Мы не получаем писем. Раз в месяц на наш почтовый ящик приходит кулинарный журнал для Лили. Это все.

Раз в месяц Лиля идет к почтовому ящику, чтобы забрать очередной номер в глянцевых фотографиях вкусностей.

Сегодня именно такой день.

И именно сегодня…


– Держи.

Лиля протягивает мне запечатанный конверт, и я смотрю на нее удивленно, оторвав глаза от телевизора.

– Мне?

– Пришло на твое имя.

Отставляю чашку с чаем, беру письмо и с изумлением зачитываю имя отправителя.

– Мама?!

Сериал, транслируемый по ТВ, теряет всякое значение. Я открываю конверт с предвкушением ребенка, получившего подарок в день своего рождения, и одновременно испытываю некую нервозность. Оттого, по-видимому, что мама не только никогда не писала мне писем – ни разу не звонила с тех пор, как я здесь. И я боюсь узнать содержание письма, даже пускай на конверте, рядом с моим именем, нарисован смайлик.

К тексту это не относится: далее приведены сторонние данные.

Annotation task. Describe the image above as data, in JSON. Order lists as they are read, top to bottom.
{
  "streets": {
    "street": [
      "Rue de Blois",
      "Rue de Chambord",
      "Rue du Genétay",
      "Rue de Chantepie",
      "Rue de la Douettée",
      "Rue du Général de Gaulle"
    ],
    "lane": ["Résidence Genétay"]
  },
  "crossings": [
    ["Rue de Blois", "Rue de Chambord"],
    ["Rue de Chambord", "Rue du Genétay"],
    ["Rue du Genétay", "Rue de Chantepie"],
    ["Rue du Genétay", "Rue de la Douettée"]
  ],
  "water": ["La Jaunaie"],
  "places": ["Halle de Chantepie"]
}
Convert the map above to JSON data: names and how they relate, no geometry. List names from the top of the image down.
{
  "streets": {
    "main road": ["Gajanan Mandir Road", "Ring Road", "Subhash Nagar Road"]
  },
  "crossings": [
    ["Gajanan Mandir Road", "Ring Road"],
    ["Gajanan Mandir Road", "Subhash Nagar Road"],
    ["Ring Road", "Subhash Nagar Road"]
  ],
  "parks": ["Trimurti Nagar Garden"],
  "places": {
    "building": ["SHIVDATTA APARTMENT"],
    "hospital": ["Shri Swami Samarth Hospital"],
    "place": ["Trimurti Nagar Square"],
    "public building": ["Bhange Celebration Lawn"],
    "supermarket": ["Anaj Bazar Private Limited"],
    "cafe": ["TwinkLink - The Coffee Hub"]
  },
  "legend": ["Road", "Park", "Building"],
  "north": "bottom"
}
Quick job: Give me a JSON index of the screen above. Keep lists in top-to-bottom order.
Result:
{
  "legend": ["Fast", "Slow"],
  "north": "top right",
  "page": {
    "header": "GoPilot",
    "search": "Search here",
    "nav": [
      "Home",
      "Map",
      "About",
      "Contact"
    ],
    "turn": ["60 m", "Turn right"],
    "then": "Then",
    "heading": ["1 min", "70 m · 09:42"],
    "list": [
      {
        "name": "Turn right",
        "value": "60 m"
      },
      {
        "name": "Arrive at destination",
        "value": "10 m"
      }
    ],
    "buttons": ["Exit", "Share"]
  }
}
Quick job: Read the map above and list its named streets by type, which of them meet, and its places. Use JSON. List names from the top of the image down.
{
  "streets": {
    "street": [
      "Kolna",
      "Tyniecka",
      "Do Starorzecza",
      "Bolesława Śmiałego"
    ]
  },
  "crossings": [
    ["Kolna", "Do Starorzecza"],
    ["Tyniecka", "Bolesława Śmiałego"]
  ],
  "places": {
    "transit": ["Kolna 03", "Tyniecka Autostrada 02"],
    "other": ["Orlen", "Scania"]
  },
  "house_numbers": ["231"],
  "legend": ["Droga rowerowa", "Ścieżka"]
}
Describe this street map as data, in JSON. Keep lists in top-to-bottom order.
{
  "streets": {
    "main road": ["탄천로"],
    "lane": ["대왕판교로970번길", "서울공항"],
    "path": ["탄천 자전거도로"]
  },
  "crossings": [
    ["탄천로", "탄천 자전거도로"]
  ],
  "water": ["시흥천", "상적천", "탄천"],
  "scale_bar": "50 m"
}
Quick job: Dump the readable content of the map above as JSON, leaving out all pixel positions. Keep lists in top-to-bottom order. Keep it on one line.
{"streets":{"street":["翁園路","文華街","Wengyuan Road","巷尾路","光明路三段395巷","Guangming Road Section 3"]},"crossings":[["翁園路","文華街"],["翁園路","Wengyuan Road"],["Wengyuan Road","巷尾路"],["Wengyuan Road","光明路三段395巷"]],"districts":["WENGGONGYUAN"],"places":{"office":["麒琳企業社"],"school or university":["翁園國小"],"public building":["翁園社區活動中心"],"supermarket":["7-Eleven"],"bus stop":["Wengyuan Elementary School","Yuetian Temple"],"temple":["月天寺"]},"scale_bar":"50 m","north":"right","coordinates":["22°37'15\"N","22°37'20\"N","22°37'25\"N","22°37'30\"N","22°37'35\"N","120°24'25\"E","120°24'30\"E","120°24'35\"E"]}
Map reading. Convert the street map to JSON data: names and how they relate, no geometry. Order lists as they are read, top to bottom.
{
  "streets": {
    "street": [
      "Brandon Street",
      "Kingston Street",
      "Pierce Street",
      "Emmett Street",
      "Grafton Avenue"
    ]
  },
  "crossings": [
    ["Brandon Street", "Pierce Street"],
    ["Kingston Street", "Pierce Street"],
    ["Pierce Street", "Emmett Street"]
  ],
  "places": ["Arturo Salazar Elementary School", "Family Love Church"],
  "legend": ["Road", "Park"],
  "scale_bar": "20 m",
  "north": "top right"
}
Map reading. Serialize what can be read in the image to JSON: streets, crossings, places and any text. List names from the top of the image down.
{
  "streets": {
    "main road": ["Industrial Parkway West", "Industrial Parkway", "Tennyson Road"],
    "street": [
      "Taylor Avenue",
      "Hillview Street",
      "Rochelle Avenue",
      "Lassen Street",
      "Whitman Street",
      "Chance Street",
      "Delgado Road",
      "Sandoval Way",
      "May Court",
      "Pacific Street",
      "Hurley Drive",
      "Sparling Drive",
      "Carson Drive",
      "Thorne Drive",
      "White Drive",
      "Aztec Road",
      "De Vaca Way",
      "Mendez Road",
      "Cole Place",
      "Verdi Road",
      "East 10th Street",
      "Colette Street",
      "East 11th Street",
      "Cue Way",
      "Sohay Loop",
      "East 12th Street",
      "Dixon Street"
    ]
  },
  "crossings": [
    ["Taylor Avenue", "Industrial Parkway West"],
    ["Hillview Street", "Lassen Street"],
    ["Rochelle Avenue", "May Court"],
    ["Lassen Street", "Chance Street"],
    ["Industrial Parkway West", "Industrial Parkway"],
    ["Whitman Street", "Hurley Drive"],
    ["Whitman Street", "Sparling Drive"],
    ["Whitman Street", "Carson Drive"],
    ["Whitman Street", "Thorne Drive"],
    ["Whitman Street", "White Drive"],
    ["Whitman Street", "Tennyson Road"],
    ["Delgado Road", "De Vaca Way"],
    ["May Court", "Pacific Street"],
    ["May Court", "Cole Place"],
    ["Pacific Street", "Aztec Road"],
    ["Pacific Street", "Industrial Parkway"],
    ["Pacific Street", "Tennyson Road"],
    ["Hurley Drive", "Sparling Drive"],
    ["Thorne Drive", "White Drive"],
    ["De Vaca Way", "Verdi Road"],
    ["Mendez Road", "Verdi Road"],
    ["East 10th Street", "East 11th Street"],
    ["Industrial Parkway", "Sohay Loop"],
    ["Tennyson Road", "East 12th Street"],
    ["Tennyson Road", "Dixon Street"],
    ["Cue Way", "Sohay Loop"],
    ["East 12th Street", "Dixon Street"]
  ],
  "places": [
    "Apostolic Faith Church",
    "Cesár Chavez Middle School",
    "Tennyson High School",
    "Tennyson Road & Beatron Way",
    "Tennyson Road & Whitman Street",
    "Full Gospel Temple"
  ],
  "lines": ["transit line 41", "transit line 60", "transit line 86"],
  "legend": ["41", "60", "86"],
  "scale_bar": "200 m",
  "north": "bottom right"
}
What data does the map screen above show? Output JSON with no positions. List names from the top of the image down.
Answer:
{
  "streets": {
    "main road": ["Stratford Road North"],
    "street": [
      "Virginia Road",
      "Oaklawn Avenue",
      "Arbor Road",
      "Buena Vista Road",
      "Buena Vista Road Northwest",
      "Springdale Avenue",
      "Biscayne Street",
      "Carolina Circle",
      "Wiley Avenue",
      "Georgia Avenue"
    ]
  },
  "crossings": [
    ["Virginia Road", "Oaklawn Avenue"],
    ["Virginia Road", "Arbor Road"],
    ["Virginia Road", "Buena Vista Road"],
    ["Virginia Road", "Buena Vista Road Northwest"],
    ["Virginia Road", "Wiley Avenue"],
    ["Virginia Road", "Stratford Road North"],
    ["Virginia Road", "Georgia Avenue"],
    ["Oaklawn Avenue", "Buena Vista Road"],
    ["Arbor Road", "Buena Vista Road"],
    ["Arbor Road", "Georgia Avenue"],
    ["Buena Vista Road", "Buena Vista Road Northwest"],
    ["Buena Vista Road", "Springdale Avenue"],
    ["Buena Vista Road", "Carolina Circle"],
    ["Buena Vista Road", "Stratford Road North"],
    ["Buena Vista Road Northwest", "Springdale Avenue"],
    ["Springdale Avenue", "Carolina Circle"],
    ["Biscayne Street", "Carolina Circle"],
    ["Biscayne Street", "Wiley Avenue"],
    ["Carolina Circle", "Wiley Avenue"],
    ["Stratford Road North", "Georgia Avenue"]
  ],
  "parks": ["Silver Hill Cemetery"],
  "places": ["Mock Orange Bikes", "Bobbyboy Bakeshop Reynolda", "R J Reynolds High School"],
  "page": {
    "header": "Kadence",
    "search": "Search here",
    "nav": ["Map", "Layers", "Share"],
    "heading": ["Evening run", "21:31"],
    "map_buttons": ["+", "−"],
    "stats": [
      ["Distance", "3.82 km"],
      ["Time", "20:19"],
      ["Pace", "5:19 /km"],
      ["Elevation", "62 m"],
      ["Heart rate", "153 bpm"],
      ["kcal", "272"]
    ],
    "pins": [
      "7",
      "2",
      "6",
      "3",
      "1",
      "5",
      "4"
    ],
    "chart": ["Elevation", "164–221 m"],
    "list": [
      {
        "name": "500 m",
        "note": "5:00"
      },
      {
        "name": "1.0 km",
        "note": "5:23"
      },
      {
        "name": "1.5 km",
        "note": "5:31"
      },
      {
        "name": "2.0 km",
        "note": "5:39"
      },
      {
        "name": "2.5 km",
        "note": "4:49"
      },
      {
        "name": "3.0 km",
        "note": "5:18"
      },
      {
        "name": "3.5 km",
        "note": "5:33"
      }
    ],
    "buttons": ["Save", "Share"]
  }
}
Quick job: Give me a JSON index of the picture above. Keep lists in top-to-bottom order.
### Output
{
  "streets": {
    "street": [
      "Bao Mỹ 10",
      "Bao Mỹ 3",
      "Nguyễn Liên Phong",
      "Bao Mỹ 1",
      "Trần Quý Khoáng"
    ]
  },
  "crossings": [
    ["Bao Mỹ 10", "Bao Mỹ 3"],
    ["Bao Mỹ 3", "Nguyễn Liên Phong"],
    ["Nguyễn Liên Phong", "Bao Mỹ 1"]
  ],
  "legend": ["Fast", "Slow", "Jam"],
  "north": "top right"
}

– Давай я посмотрю, – предлагает Лиля, устраиваясь возле меня на диване.

Она легонько вытаскивает конверт у меня из рук. Наверное, чувствует мое беспокойство.

Письмо изложено в три страницы. Заглядывая поверх Лилиного плеча, я вижу знакомые круглые буковки, и на глазах у меня непроизвольно выступают слезы.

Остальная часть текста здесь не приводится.